A esto se suman las denuncias por ciclotaxis y bicitaxis en zonas turísticas de la Ciudad de México, donde usuarios han señalado tarifas elevadas por trayectos cortos. El servicio puede ser útil, pintoresco y hasta necesario en ciertas zonas, pero sin reglas claras, tarifas visibles y supervisión real, se convierte en terreno perfecto para el “ahorita vemos cuánto le saco”.

Y luego está el otro frente: los precios mundialistas. Circularon supuestos menús con papitas en 200 pesos, agua en 80 y cervezas de hasta 300. Es importante decirlo: no son precios confirmados oficialmente. Pero la sola posibilidad encendió el debate porque conecta con una sensación muy real: asistir a un partido ya no cuesta solo el boleto. Cuesta el traslado, la comida, la bebida, el estacionamiento, la reventa, el souvenir y, si te descuidas, hasta la respiración con cargo extra.

México tiene una oportunidad histórica. Millones de ojos estarán puestos aquí. Pero recibir turistas no significa verlos como cajeros automáticos con pasaporte. El turismo deja dinero, sí, pero también deja reputación.
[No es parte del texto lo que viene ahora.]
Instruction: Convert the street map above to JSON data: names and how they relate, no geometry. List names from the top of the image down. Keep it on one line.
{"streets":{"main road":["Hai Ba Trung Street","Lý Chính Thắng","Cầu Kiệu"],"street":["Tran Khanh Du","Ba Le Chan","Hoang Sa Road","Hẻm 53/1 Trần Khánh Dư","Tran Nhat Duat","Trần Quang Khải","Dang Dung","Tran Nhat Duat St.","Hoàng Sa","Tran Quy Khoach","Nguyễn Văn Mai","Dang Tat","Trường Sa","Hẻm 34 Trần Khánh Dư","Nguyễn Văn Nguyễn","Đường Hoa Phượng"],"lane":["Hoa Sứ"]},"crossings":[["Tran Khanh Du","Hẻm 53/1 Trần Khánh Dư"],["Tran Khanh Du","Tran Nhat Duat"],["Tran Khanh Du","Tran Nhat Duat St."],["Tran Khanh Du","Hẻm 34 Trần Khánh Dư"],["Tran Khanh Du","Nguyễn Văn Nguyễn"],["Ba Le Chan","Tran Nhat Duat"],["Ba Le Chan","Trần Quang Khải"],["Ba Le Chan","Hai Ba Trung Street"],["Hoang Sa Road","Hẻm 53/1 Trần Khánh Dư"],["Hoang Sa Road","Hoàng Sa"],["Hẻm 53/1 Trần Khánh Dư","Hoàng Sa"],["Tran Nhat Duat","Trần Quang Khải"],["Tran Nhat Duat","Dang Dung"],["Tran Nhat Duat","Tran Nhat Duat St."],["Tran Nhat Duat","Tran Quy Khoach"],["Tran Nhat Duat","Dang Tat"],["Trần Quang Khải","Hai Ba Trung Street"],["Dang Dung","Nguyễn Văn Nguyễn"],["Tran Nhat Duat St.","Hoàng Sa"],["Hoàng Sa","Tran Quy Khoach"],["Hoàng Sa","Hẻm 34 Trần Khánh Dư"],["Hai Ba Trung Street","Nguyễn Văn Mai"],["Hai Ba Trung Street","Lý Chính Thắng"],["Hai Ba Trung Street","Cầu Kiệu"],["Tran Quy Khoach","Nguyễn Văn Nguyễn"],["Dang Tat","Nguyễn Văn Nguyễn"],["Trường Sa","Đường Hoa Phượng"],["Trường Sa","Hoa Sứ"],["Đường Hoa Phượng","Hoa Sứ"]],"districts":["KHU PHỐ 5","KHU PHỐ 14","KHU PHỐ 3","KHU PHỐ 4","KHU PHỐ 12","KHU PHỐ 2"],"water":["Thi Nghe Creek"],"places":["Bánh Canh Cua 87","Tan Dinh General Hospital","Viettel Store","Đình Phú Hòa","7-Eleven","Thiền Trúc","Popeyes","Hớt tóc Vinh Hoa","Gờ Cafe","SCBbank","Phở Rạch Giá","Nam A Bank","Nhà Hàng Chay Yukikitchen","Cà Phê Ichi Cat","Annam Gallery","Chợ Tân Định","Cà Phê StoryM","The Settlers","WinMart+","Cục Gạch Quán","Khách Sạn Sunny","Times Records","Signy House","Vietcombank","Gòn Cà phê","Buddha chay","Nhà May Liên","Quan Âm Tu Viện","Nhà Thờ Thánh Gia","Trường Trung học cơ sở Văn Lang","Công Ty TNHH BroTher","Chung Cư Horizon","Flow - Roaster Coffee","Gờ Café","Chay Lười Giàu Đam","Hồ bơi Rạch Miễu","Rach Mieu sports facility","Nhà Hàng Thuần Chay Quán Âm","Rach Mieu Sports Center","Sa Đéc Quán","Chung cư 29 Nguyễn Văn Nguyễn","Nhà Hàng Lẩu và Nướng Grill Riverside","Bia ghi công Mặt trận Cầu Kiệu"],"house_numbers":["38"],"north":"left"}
Y una mala experiencia puede pesar más que mil campañas de promoción.

No se trata de atacar a todos los taxistas, ciclotaxistas o comerciantes. Muchísima gente trabaja bien, cobra justo y entiende que el Mundial puede ser una gran oportunidad. Precisamente por ellos, los abusos deben frenarse. Porque unos cuantos gandallas pueden ensuciar el trabajo de miles.

El Mundial no solo se juega en la cancha. También se juega en el aeropuerto, en el taxi, en el Zócalo, en la fila del estadio y en la terminal de pago.

Y si México quiere ganar como anfitrión, no basta con meter goles. Hay que evitar que al turista le metan la mano en la cartera.